Since the upper and lower ranges differ for each party, in each region and at each confidence level, the classification of a projection is not uniformly based on the same margins. Two seats contested by the Conservatives and Liberals with the same margin between the two parties might be an “Edge” call in Ontario and a “Lean” call in Alberta because of how the ranges for the two parties differ from region to region. For example, a Liberal lead in Alberta is going to be more uncertain than a Conservative lead of the same size in the province, because the Conservative floor is higher than the Liberals’ floor.
The precise riding projections do not take into account these past polling performances, however, because polling errors are not consistent from one election to the next. Rather than risk adding to potential errors7, I have decided to let the riding projections reflect the seats each party should be able to win based on where the polls are, and let the projection classifications reflect the certainty (or uncertainty) of those projections.
Calculating probabilities and the Avg. Projection
Using the ranges at each confidence level, the number of seats being contested between two or more parties is calculated. Then, a proportion of these contested seats are randomly assigned to each party to give each party a total of seats won. The result is one election simulation that incorporates the uncertainty in the riding projections. This process is repeated 10,000 times to simulate 10,000 individual election results.
The presented “chances of winning” the election is the equivalent of the share of times one party has the most seats and/or crosses the 172-seat threshold for a majority government in those 10,000 simulations.

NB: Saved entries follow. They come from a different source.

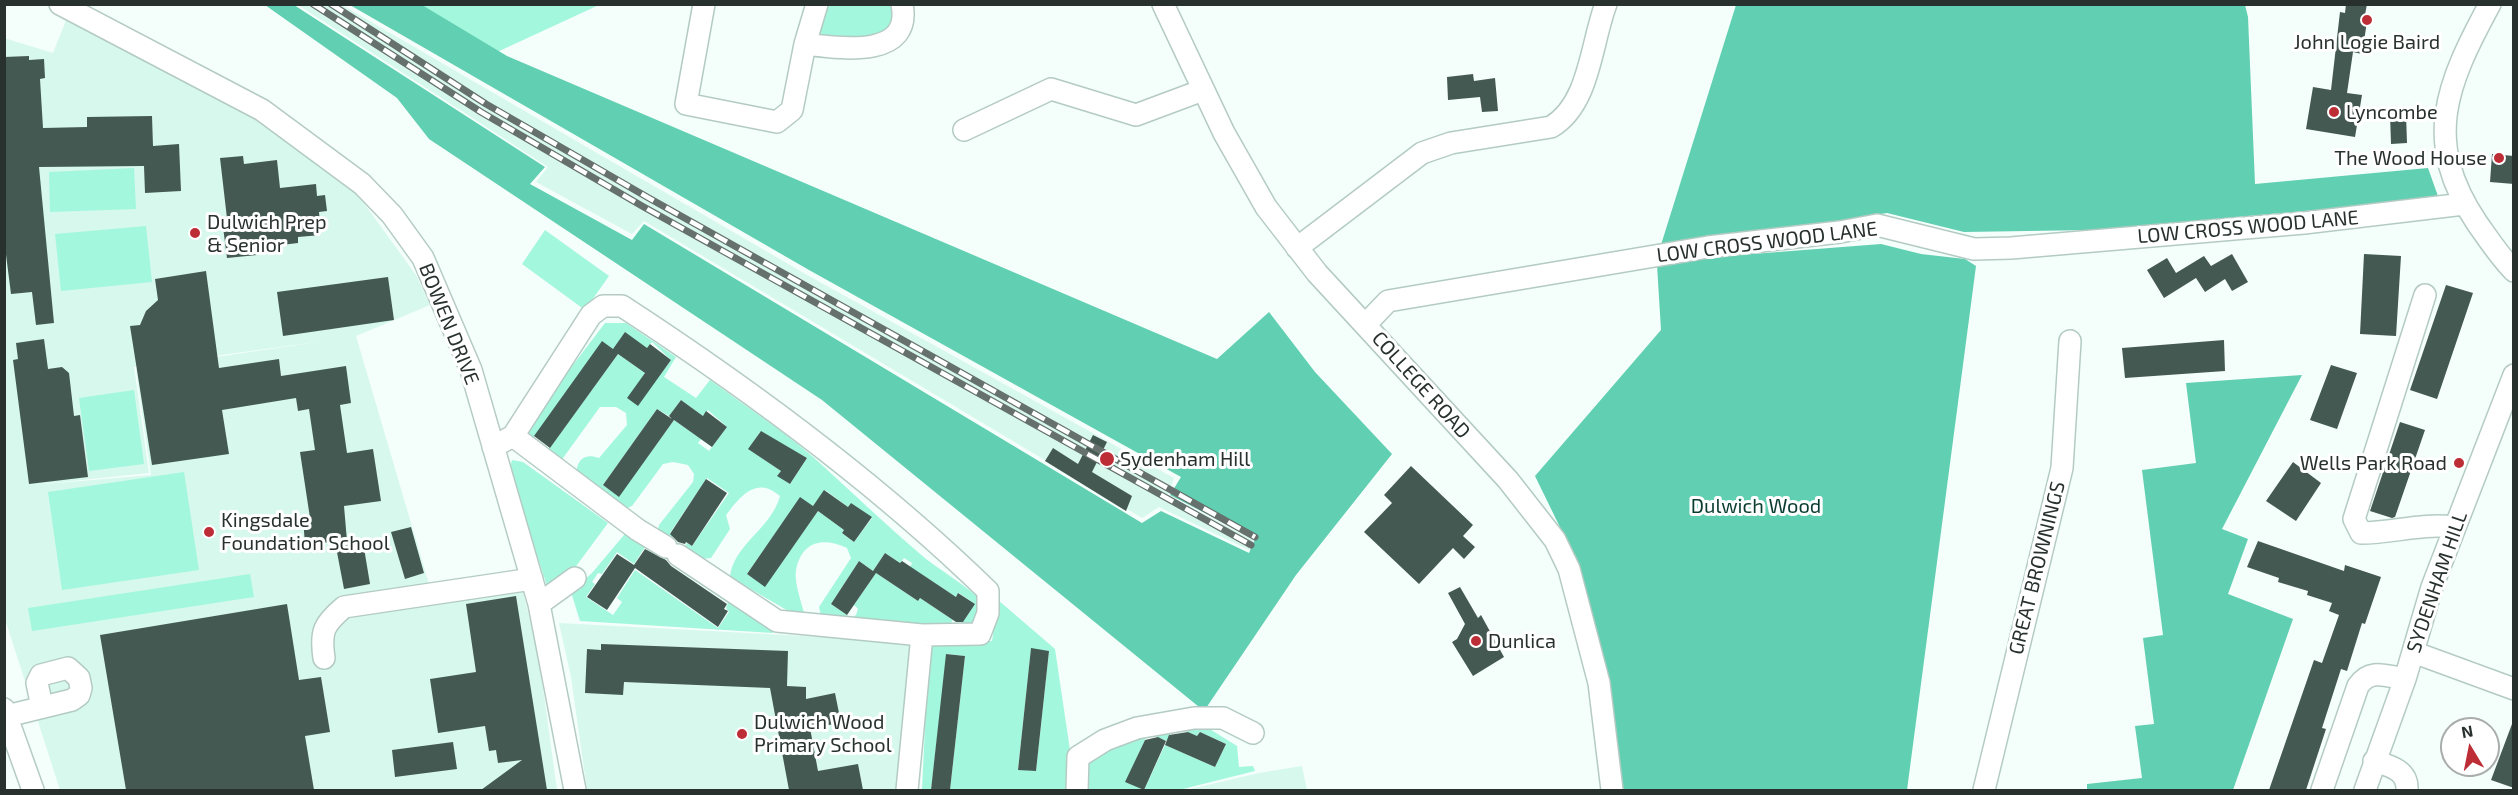 <!DOCTYPE html>
<style>
body{margin:0}
#map{position:relative;width:2518px;height:795px;overflow:hidden;background:#f4fefb;font-family:"Exo 2",sans-serif}
canvas{display:block}
.frame{position:absolute;inset:0;border:6px solid #28312e;pointer-events:none}
.north{position:absolute;left:2440px;top:717px;width:60px;height:60px;box-sizing:border-box;background:#fff;border:2px solid #a9adab;border-radius:50%;rotate:350deg;font-size:16px;font-weight:700;line-height:24px;text-align:center;color:#28312e}
.north::after{content:'';display:block;margin:auto;width:21px;height:27px;background:#bd2d36;clip-path:polygon(50% 0,100% 100%,50% 72%,0 100%)}
</style>
<div id="map">
<canvas width="2518" height="795"></canvas>
<div class="frame"></div>
<div class="north">N</div>
</div>
<script>
const ctx = document.querySelector('canvas').getContext('2d');
ctx.lineJoin = 'round';
function fillPath(path, color) { ctx.fillStyle = color; ctx.fill(path, 'evenodd'); }
function stroke(path, color, width, dash) { ctx.strokeStyle = color; ctx.lineWidth = width; ctx.lineCap = dash ? 'butt' : 'round'; ctx.setLineDash(dash || []); ctx.stroke(path); }
function label(font, color, halo, rows, align = 'center') {
  ctx.font = font + ' "Exo 2",sans-serif'; ctx.lineWidth = 6; ctx.setLineDash([]); ctx.textBaseline = 'middle'; ctx.strokeStyle = halo; ctx.fillStyle = color; for (const [text, x, y, turn = 0] of rows) {
    ctx.save(); ctx.translate(x, y); ctx.rotate((+turn || 0) * Math.PI / 180); ctx.textAlign = isNaN(turn) ? turn : align; if (halo) ctx.strokeText(text, 0, 0); ctx.fillText(text, 0, 0); ctx.restore();
  }
}
const built = new Path2D(`
 M298,5H342L809,276L1174,478L1168,495L1253,540L1249,550L1159,507L1142,518L644,221L632,234L536,182L548,167Z
 M67,18L246,109L355,191L416,275L430,305L356,336L431,591L519,576L538,652L557,790H60L5,619L4,38L53,53ZM324,341L136,369L151,475L33,485L149,473L134,367Z
 M559,623L917,642L897,790H587L571,677Z
 M1302,766L1307,790H1186L1259,773Z`);
const green = new Path2D(`
 M397,5H599L495,53Z
 M825,5H895L890,31L873,39L820,36Z
 M134,168L136,209L50,212L49,172Z
 M146,226L152,282L61,291L55,234Z
 M545,230L609,276L585,310L522,264Z
 M605,323H626L676,357L664,377L696,398L710,380C744,405 781,429 813,457C851,491 887,526 926,559C935,566 979,595 980,600C983,616 973,626 960,631L821,616L819,607L851,558L847,548C823,537 802,541 796,570C794,582 801,601 804,613L790,612L730,577C733,545 772,528 780,496C756,475 740,497 726,515L730,529L711,558L701,559L682,550L687,543L692,546L729,493L707,478L670,533L673,536L668,542L657,536L659,525L693,482L694,474L688,465L673,462L663,464L632,506L621,510L576,477C576,461 583,452 599,458L627,425L626,413L616,407H600L563,458L553,461L525,439V428ZM602,342L613,349L647,348L652,342L671,360L652,385L642,378L645,373L618,354L549,449L534,437ZM681,400L703,416L708,410L727,427L709,451L698,443L701,439L674,420L619,496L603,485L657,409L669,416ZM760,432L807,458L790,484L778,476L781,471L749,449ZM825,490L848,507L851,503L872,518L854,542L842,533L844,530L818,511L765,586L747,574L800,498L813,506ZM885,553L900,563L904,558L912,563L910,567L956,597L959,593L975,604L958,629L950,624L953,620L920,598L918,601L876,573L854,605L858,609L856,615L851,618L831,604L859,561L873,571Z
 M134,390L144,464L89,471L79,398Z
 M512,460L523,462L608,523L574,569L548,589L509,471Z
 M184,472L199,570L62,590L48,492Z
 M629,529L663,550L659,556L645,547L634,564L617,552L602,574L598,573L592,582L595,584L586,597L613,615L622,602L617,598L635,570L718,628L729,612L726,608L728,603L673,566L676,561L775,627L773,633L580,621L571,592L592,573Z
 M250,574L254,597L32,631L28,608Z
 M998,600L1055,649L1071,757L1070,790H950L965,656L947,654L931,790H922L929,641H992ZM1031,649L1049,651L1036,771L1018,769Z
 M1195,720L1237,746L1239,767L1253,766L1255,771L1179,790H1086V762C1124,730 1149,729 1195,720ZM1174,726L1197,736L1200,732L1226,744L1215,767L1165,745L1144,790L1126,782L1148,733L1167,741Z`);
const forest = new Path2D(`
 M265,5H294L545,167L530,184L632,240L644,224L1142,523L1161,511L1249,553L1255,539L1170,495L1181,477L809,270L350,5H422L507,56L1217,359L1269,312L1315,372L1392,454L1296,575L1204,711L822,400L429,139L397,98Z
 M1736,5H2245L2248,17L2255,184L2428,168L2439,199L2092,230L1964,232L1887,213L1660,248Z
 M1881,244L1921,254L1965,259L1976,266L1907,790H1623L1603,675L1575,558L1535,476L1661,330L1657,265L1727,256Z
 M2302,375L2222,529L2248,539L2228,594L2293,619L2233,790H2087V784L2142,778L2135,726L2154,724L2143,638L2163,635L2142,470L2196,463L2186,383Z`);
const building = new Path2D(`
 M2346,4H2367L2365,15H2368L2362,54L2353,52L2347,93L2362,95L2355,137L2306,129L2313,87L2331,90L2340,12L2345,13Z
 M29,56V60L44,59L45,78L40,79L43,128L87,127V117L152,116L153,146L179,144L181,191L145,193L144,166L39,167L54,323L36,325L32,292L11,294L4,239V57Z
 M1473,74L1474,81L1495,78L1498,111L1482,112L1480,97L1448,100L1447,77Z
 M2390,114H2406L2407,143L2391,144Z
 M2492,154L2514,156V184L2490,182Z
 M243,156L244,164L277,160L280,188L316,184L317,196L325,195L327,211L319,212L321,235L298,237V243L257,248V255L227,258L223,227H228L220,158Z
 M2232,254L2248,282L2232,291L2225,279L2205,292L2196,278L2164,298L2147,270L2167,258L2176,273L2204,256L2211,266Z
 M2364,254L2401,256L2396,336L2360,334Z
 M206,271L219,368L279,359L281,376L346,366L351,403L340,405L347,453L373,449L381,501L344,506L347,541L305,544L303,519L310,518L300,452L315,450L309,409L298,411L296,398L222,410L229,454L152,465L130,326L140,325L146,311L158,300L155,279Z
 M388,277L394,320L283,336L277,292Z
 M2446,285L2473,293L2437,399L2410,390Z
 M625,332L647,348L650,344L671,360L638,406L627,398L645,373L618,354L550,448L534,436L602,341L613,349Z
 M44,339L48,369L62,367L69,373L74,416L80,415L88,477L29,484L13,360L18,359L16,343Z
 M2224,340L2225,371L2125,378L2122,348Z
 M2331,365L2357,373L2337,429L2310,420Z
 M681,400L703,416L706,411L727,427L712,447L674,420L619,497L603,485L657,409L672,419L669,416Z
 M2400,422L2425,430L2395,517L2392,518L2370,511Z
 M761,431L807,458L790,484L777,476L781,471L748,449Z
 M1093,435L1107,442L1092,472L1132,496L1126,511L1045,461L1053,448L1078,464Z
 M2293,462L2321,483L2296,521L2266,501Z
 M1411,466L1473,525L1463,536L1475,547L1464,559L1453,548L1419,584L1364,532L1392,503L1384,495Z
 M706,479L727,493L692,546L686,542L685,544L678,542L670,534Z
 M824,490L848,507L851,503L872,517L854,542L842,533L844,530L818,511L765,587L747,574L800,497L813,506Z
 M411,527L424,573L405,579L391,532Z
 M2258,541L2344,571L2345,565L2381,577L2365,624L2362,623L2347,671L2341,669L2322,728L2326,729L2306,790H2269L2314,660L2322,663L2339,615L2329,611L2332,603L2307,595L2308,591L2278,582L2279,578L2247,567Z
 M363,542L370,584L344,589L336,547Z
 M645,549L666,560L671,566L727,604L724,609L728,611L718,627L635,568L607,610L587,597L617,554L634,565Z
 M885,553L900,563L902,561L956,597L958,593L975,604L963,622H956L920,598L918,601L876,573L847,615L831,604L859,561L873,571Z
 M1460,587L1478,618L1481,615L1504,657L1473,676L1452,642L1457,639L1465,624L1448,593Z
 M516,596L547,790H481L522,760L498,763L496,750L489,751L485,726L438,733L430,679L476,672L466,604Z
 M287,604L299,680L321,677L330,732L305,736L314,790H126L100,635Z
 M601,644L788,651L787,686L806,687V699L835,693L841,723L810,728L818,771L858,764L863,790H789L770,688L624,682L623,695L585,693L587,649L601,650Z
 M1031,648L1049,651L1036,771L1018,770Z
 M946,654L965,656L950,790H931Z
 M2512,724H2514V788L2491,780Z
 M1188,732L1197,736L1200,732L1226,744L1215,767L1165,745L1169,735Z
 M1158,737L1166,741L1144,790L1125,782L1145,740Z
 M453,742L457,769L395,777L392,750Z`);
const minor = new Path2D(`
 M60,4L262,110L362,184L392,215L423,258L471,370L539,604L575,790
 M704,4L686,104L777,122L792,110L805,44L817,4
 M1163,4L1224,133L1266,207L1317,273L1508,480L1555,540L1569,569L1599,683L1612,790
 M2490,4C2446,85 2422,141 2477,223C2489,240 2500,257 2514,271
 M805,44C838,48 913,60 902,4
 M964,130L1051,89L1136,115L1203,90
 M1297,248L1422,153L1451,143L1551,127C1590,104 1591,43 1606,4
 M2425,295L2354,519L2361,533C2394,533 2420,523 2454,527
 M1366,324L1388,301L1708,247L1840,232L1877,225L1974,249L2011,248L2304,223L2464,204
 M513,436L638,530L666,547
 M493,447L513,436L591,315L603,306H622C751,390 878,484 988,591V613L980,634L922,635L777,621L678,555
 M539,604L575,578
 M2413,652L2514,689
 M324,658C320,631 324,624 344,607L532,579
 M4,709L33,790
 M7,716L72,700L79,695L81,688L79,678L68,668L41,675L37,683L42,707
 M2374,761C2390,766 2408,770 2407,790
 M907,790L922,635
 M1077,790L1078,757L1105,740L1137,728L1194,718H1223L1253,733
 M1984,790L2062,468L2070,341
 M2322,790L2358,686C2370,668 2386,676 2405,679
 M2365,790L2405,679L2432,587L2514,375`);
const rail = new Path2D(`
 M313,4L481,112L642,206L1251,545
 M331,4L486,104L647,197L1255,537`);
const markers = [
 [2367,20,6,"#bd2d36"],
 [2334,112,6,"#bd2d36"],
 [2499,158,6,"#bd2d36"],
 [195,233,6,"#bd2d36"],
 [1107,459,8,"#bd2d36"],
 [2459,463,6,"#bd2d36"],
 [209,532,6,"#bd2d36"],
 [1476,641,6,"#bd2d36"],
 [742,734,6,"#bd2d36"]
];
const poiNames = [
 ["John Logie Baird",2367,42,"center"],
 ["Lyncombe",2346,112],
 ["The Wood House",2487,158,"right"],
 ["Dulwich Prep",207,222],
 ["& Senior",207,245],
 ["Sydenham Hill",1120,459],
 ["Wells Park Road",2447,463,"right"],
 ["Kingsdale",221,520],
 ["Foundation School",221,543],
 ["Dunlica",1488,641],
 ["Dulwich Wood",754,722],
 ["Primary School",754,745]
];
const streetNames = [
 ["LOW CROSS WOOD LANE",2248,227,-5],
 ["LOW CROSS WOOD LANE",1767,242,-7],
 ["BOWEN DRIVE",449,324,68],
 ["COLLEGE ROAD",1421,385,48],
 ["GREAT BROWNINGS",2037,568,-76],
 ["SYDENHAM HILL",2437,582,-71]
];
const parkNames = [
 ["Dulwich Wood",1756,506]
];
fillPath(built, '#d7f8ed');
fillPath(green, '#a3f7dd');
fillPath(forest, '#61cfb1');
fillPath(building, '#455953');
stroke(minor, '#b4cbc3', 24);
stroke(minor, '#fff', 21);
stroke(rail, '#66706d', 7);
stroke(rail, '#fff', 4.5, [14]);
for (const [x, y, r, color] of markers) { const dot = new Path2D(); dot.arc(x, y, r, 0, 2 * Math.PI); ctx.fillStyle = color; ctx.fill(dot); stroke(dot, '#fff', 2); }
label('20px', '#28312e', '#fff', poiNames, 'left');
label('20px', '#28312e', '#fff', streetNames);
label('20px', '#093c30', '#fff', parkNames);
</script>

The high and low seat projection ranges reflect the 95th percentile of outcomes in those 10,000 simulations, while the Avg. Projection is the average outcome of those simulations. As the simulations rely on the projection ranges for each individual riding, which themselves are calculated by assessing the tendency for parties to out- or under-perform their polls and the model, the ranges and the Avg. Projection take into account the likelihood that parties will beat or under-perform their polls and the model.
Any questions regarding the model? Leave them as a comment below or send me an email.

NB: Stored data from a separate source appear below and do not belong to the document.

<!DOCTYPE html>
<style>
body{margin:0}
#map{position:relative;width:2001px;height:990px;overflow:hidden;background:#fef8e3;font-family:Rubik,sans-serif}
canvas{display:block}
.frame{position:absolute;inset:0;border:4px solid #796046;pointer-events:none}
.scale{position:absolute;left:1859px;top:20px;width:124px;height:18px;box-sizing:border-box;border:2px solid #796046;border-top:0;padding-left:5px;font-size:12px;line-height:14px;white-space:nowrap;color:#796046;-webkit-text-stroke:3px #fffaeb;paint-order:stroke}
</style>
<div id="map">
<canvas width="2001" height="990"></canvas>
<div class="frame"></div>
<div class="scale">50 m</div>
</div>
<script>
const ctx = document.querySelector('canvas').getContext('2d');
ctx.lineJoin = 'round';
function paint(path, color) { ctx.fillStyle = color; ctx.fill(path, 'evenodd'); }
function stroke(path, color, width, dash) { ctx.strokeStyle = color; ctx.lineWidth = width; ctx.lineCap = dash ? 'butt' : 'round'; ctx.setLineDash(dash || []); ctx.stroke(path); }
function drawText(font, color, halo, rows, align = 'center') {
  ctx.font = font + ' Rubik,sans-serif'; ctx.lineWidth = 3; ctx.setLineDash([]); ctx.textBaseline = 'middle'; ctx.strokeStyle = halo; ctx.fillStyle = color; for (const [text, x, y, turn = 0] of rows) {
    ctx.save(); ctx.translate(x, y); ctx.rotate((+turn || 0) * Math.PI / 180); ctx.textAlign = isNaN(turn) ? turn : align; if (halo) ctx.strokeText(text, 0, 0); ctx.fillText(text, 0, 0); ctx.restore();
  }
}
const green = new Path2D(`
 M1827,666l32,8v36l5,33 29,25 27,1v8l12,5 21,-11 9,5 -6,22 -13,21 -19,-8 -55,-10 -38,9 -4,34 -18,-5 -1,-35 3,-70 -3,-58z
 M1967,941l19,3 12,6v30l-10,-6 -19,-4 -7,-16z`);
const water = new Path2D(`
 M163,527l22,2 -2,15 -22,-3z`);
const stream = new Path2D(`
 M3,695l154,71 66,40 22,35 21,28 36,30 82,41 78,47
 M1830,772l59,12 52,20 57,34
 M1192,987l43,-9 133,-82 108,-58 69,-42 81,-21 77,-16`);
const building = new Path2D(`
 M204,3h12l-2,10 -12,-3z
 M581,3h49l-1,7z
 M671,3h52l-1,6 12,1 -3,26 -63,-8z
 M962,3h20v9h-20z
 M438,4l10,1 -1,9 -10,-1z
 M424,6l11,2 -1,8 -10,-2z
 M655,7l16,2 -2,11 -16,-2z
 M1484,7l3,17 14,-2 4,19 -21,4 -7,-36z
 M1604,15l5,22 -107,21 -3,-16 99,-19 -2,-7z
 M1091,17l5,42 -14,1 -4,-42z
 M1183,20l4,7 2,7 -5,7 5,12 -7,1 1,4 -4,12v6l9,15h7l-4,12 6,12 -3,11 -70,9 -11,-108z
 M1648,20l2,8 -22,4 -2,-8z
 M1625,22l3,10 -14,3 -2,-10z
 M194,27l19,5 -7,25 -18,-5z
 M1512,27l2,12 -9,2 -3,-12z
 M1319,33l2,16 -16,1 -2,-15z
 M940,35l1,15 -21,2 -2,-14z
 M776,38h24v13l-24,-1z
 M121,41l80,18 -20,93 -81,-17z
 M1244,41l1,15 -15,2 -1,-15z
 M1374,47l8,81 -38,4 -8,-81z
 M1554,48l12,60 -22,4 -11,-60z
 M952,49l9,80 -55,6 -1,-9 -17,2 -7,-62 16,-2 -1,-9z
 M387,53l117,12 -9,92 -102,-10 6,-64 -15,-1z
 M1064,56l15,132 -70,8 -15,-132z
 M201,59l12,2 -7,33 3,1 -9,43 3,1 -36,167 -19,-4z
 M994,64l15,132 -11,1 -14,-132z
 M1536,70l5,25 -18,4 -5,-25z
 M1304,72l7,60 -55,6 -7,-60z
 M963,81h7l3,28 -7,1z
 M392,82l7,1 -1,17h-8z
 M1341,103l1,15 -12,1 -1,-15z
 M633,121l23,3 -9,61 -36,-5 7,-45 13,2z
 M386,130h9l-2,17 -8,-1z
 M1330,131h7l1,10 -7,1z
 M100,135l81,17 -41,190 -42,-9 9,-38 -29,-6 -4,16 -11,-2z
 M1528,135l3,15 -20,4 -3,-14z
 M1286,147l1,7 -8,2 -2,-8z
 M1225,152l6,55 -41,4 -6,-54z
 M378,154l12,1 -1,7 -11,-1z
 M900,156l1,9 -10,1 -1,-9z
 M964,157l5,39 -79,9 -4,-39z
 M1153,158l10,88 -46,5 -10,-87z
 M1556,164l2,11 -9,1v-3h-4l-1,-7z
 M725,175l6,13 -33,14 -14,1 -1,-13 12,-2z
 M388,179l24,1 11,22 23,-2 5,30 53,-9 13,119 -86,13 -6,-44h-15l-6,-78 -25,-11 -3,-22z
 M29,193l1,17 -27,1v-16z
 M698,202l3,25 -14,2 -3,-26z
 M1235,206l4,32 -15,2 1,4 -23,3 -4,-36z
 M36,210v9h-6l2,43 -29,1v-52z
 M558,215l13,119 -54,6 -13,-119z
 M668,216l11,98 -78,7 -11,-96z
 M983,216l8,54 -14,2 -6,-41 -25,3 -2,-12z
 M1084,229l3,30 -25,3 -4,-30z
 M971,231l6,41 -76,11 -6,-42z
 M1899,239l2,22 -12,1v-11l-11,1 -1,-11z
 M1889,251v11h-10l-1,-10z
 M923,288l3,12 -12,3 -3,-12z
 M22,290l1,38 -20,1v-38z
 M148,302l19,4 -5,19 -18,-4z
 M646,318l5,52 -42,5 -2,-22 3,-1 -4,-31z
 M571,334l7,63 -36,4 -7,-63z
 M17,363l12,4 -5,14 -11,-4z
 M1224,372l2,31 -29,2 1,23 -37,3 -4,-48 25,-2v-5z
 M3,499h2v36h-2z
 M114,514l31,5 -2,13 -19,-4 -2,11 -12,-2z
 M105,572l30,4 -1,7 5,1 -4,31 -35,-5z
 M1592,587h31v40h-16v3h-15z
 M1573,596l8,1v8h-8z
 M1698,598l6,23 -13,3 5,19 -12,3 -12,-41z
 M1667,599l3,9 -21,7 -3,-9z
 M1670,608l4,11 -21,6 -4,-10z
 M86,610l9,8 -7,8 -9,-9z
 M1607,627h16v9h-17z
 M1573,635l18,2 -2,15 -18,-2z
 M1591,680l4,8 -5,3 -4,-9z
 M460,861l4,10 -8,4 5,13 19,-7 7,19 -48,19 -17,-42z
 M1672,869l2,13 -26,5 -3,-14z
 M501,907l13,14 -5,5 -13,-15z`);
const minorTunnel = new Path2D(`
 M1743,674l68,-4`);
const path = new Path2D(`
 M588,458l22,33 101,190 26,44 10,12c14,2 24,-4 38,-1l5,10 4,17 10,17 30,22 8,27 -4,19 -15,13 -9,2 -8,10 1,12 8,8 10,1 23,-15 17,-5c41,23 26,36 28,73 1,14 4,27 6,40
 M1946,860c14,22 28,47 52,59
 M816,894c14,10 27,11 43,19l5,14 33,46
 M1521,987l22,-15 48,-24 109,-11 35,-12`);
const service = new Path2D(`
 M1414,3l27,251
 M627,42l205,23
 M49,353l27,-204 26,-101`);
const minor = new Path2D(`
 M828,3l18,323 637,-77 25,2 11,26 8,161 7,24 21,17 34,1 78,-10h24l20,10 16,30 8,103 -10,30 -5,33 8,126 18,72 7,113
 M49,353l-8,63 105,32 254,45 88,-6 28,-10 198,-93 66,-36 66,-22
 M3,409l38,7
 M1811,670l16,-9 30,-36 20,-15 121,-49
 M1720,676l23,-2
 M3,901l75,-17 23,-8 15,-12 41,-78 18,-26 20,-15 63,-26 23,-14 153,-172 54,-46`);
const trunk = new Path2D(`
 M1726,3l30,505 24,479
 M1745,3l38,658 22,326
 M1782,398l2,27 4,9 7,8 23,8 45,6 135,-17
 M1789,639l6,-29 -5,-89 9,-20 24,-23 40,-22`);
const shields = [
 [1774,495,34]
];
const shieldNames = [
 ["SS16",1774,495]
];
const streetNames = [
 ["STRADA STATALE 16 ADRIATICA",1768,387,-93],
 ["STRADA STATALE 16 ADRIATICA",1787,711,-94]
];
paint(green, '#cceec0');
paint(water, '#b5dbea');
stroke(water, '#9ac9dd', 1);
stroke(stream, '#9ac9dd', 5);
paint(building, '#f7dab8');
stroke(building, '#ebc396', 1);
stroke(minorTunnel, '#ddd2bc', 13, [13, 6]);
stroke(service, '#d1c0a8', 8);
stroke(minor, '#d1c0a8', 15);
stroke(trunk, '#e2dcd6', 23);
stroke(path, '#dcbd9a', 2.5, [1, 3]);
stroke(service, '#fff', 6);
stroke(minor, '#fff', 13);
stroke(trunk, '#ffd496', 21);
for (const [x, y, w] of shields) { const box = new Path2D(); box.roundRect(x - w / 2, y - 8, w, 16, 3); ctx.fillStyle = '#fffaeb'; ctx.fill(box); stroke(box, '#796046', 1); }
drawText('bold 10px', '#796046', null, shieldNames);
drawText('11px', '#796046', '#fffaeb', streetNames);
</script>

My research has suggested that there is no meaningful increase in accuracy for election polls with a national sample size of more than 1,500 interviews.
If a party has gone from 10% to 20% in a region, doubling its support, its support in each riding in that region is doubled as well, for example from 15% to 30% in an individual riding.
If a party has gone from 10% to 20% in a region, increasing its support by 10 percentage points, its support in each riding in that region is increased by 10 percentage points, for example from 15% to 25% in an individual riding.
There is no boost for the presence of a Conservative or Bloc incumbent, as research suggests that incumbents from these parties have done no better than a generic candidate would have been expected to do in past elections.
For example, Newfoundland and Labrador’s share of national turnout has, on average, been 11% lower than its share of the national population over the last four elections, while Prince Edward Island’s has been 13% higher. Turnout in the Northwest Territories and Nunavut are also well below the national average, while they are higher in New Brunswick and Alberta.
The northern ridings in Saskatchewan and Manitoba, for instance, take up a smaller share of the Rural Saskatchewan and Rural Manitoba regions.
If you guess that a party will under-perform the polls but, instead, the party out-performs the polls, your projection will be even worse than if you had made no assumptions about polling error in the first place.